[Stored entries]
========================================
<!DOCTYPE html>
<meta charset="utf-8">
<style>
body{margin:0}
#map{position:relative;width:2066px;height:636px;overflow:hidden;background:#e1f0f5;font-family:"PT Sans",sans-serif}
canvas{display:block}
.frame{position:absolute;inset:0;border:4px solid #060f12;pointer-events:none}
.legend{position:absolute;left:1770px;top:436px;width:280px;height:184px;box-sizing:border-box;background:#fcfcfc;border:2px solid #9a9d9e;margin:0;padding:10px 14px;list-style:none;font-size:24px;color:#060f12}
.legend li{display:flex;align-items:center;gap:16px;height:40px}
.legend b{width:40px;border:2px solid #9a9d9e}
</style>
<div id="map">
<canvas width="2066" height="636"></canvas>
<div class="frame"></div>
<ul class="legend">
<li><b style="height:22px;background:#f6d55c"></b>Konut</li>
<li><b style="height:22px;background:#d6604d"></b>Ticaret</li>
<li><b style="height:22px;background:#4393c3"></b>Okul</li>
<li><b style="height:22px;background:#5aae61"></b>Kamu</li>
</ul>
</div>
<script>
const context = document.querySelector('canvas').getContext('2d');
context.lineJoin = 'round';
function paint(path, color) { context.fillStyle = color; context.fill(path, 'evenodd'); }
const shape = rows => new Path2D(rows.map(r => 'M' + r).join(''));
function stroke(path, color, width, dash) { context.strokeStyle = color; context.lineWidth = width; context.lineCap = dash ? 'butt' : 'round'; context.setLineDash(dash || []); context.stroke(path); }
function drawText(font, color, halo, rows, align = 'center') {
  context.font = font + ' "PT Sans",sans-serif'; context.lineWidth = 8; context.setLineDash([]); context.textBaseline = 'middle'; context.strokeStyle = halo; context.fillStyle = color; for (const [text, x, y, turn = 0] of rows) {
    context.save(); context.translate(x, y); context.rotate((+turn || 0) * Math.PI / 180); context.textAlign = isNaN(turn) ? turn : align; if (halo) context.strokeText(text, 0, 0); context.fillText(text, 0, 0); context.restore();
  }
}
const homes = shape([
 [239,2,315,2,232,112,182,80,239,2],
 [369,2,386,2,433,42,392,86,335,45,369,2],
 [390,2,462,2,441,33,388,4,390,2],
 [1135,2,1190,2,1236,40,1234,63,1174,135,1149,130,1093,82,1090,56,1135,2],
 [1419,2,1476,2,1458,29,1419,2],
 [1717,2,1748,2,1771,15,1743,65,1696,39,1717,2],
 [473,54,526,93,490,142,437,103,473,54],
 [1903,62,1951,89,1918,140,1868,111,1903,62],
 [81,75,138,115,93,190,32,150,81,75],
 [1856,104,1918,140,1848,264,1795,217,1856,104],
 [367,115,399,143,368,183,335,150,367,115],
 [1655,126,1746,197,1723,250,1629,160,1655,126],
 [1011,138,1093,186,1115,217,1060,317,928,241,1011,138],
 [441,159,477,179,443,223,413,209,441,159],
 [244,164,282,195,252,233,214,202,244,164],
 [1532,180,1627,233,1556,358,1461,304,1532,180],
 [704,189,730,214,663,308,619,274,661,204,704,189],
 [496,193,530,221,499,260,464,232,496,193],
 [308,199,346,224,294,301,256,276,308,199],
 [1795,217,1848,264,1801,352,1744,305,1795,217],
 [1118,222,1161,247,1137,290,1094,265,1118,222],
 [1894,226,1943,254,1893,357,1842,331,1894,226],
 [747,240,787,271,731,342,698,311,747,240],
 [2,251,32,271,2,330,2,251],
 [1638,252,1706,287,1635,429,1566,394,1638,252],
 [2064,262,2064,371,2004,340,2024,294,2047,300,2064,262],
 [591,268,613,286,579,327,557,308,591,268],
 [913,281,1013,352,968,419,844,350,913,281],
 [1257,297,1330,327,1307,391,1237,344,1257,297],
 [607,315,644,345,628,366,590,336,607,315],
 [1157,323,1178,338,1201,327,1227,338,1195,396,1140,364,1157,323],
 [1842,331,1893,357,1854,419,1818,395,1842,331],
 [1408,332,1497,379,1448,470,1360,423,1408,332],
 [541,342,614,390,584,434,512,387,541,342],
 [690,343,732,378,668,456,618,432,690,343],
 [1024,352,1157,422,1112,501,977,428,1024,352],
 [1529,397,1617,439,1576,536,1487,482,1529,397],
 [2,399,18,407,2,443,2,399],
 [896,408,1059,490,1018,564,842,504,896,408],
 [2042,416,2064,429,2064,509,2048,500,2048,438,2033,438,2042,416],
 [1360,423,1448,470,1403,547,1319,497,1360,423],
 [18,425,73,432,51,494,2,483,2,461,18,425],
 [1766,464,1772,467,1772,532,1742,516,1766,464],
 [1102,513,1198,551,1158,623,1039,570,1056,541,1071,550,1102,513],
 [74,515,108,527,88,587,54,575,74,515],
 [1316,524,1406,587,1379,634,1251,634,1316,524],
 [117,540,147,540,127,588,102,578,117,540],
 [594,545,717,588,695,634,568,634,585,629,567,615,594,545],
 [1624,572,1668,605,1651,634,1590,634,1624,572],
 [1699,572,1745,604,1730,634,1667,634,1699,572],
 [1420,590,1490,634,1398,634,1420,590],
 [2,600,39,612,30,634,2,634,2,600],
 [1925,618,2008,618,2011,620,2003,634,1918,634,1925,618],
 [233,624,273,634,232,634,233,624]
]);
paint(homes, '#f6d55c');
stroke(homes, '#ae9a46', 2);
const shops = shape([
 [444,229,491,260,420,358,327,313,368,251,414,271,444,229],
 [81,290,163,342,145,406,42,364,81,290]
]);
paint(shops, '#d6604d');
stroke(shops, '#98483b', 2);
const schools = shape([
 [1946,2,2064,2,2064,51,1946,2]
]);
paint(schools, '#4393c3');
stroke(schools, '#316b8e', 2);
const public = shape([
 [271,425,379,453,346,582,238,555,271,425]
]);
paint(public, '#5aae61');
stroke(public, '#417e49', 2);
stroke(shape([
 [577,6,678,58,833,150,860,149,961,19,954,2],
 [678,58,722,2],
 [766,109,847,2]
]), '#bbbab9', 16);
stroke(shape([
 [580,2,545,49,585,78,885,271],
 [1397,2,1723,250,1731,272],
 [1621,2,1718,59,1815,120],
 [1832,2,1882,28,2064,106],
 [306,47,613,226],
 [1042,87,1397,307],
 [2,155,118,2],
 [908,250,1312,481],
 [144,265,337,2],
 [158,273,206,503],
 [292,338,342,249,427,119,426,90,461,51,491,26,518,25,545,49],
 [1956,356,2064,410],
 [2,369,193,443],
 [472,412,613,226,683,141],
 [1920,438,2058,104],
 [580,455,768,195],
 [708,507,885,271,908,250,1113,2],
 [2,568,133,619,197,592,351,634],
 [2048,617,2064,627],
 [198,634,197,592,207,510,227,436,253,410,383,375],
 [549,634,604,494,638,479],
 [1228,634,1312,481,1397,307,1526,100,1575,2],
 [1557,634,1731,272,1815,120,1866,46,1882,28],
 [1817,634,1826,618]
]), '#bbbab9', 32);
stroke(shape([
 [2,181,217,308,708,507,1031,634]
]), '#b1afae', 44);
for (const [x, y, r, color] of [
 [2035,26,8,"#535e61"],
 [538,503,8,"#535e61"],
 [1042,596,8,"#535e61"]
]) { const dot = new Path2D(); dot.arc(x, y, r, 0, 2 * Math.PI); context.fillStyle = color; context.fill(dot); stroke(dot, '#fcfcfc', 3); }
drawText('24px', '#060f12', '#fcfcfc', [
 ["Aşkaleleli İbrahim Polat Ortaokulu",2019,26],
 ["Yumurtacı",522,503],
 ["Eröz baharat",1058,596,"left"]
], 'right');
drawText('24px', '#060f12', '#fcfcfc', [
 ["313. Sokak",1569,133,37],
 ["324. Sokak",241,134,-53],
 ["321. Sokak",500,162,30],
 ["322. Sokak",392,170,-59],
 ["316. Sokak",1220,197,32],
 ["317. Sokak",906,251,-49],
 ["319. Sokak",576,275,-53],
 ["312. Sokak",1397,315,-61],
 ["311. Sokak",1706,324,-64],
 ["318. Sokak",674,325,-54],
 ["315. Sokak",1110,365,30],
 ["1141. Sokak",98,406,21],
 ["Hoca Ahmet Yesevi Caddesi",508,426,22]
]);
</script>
========================================
Your answer should be a single number: the count of lines in the data that include the word "position".

- Response area
3